Goalkeepers are required to remain on the pitch at all times, though that does not mean they have to be between the sticks all the time. For example, a goalkeeper may have to take a free kick or penalty kick during regulation, a spot kick in a shoot-out, or go for a corner late in the game (a rare situation, if the team is losing, as this leaves the goal unguarded). If a goalkeeper is hurt or sent off, a substitute goalkeeper has to take their place, otherwise an outfield player must take the ejected keeper's place in goal. In order to replace a goalkeeper who is sent off, a team usually substitutes an outfield player for the backup keeper (thus effectively the red card and substitution takes out two of the starting eleven players). If a team does not have a substitute goalkeeper, or they have already used all of their alloted substitutes for the match, an outfield player has to take his place and wear the goalkeeper kit.
Goalkeepers appear to have longer playing careers than outfield players, many not retiring until their late thirties or early forties. For example, Peter Shilton played for 31 years between 1966 and 1997 before retiring at the age of 47.
The main squad number for a goalkeeper is no.1 but today though this is still common some goalkeepers now wear other squad numbers when in goal. For example: Despite being no.1 at Liverpool, Pepe Reina has worn the no.25 jersey through all his Liverpool career. No.13, especially in Britain, is the common number for the second choice keeper, though others like 12, 16 (a number attributed to hockey), 24, 25, even 30 (a number attributed to ice hockey) are also common.

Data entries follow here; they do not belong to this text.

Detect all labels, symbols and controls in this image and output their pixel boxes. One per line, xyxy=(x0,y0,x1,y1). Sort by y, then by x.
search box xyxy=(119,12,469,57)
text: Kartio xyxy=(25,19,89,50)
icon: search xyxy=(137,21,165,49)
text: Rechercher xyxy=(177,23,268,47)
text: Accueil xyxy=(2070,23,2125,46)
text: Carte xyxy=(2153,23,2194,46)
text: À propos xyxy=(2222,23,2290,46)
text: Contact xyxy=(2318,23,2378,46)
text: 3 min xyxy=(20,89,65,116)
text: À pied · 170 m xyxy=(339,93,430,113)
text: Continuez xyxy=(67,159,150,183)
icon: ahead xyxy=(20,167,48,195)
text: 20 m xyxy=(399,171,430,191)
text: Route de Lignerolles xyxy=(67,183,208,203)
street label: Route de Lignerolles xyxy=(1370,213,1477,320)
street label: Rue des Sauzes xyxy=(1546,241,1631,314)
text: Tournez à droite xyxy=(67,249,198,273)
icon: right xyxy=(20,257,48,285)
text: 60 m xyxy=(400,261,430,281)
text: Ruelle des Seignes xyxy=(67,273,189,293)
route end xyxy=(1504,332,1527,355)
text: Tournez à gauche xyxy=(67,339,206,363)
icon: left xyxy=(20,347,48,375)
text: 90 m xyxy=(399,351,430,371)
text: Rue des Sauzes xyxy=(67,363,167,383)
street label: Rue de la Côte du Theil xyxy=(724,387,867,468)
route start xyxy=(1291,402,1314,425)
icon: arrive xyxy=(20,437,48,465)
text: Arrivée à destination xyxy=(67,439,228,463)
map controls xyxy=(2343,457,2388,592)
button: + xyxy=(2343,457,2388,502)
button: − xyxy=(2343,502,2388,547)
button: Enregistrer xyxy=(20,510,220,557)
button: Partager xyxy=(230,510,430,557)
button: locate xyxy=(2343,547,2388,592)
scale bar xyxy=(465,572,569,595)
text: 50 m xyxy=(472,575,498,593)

More so than other football positions (outfield players like the striker, midfielder, winger, and defender), there is often a huge disparity between the first and second goalkeepers at most professional clubs. This is because the back-up keeper will usually rarely play, a role that he accepts in the squad. Consequently, when a career goalkeeper departs the club, it is often difficult finding a successful replacement. This was the case for Manchester United when Peter Schmeichel left and the team went through ten different goalkeepers until the team settled on Edwin van der Sar. In an unusual case, at Real Madrid for the 2013-14 season where they had two world-class goalkeepers in Iker Casillas and Diego Lopez, Casillas played UEFA Champions League and Copa del Rey matches, while Lopez started in La Liga games. It has been said that the rivalry has been a positive one for both players as it forced each of them to raise their game; previously Casillas was complacent when he was backed up by Jerzy Dudek and Antonio Adan.
Football, like many sports, has experienced many changes in tactics resulting in the generation and elimination of different positions. Goalkeeper is the only position that is certain to have existed since the codification of the sport. Even in the early days of organised football, when systems were limited or non-existent and the main idea was for all players to attack and defend, teams had a designated member to play as the goalkeeper.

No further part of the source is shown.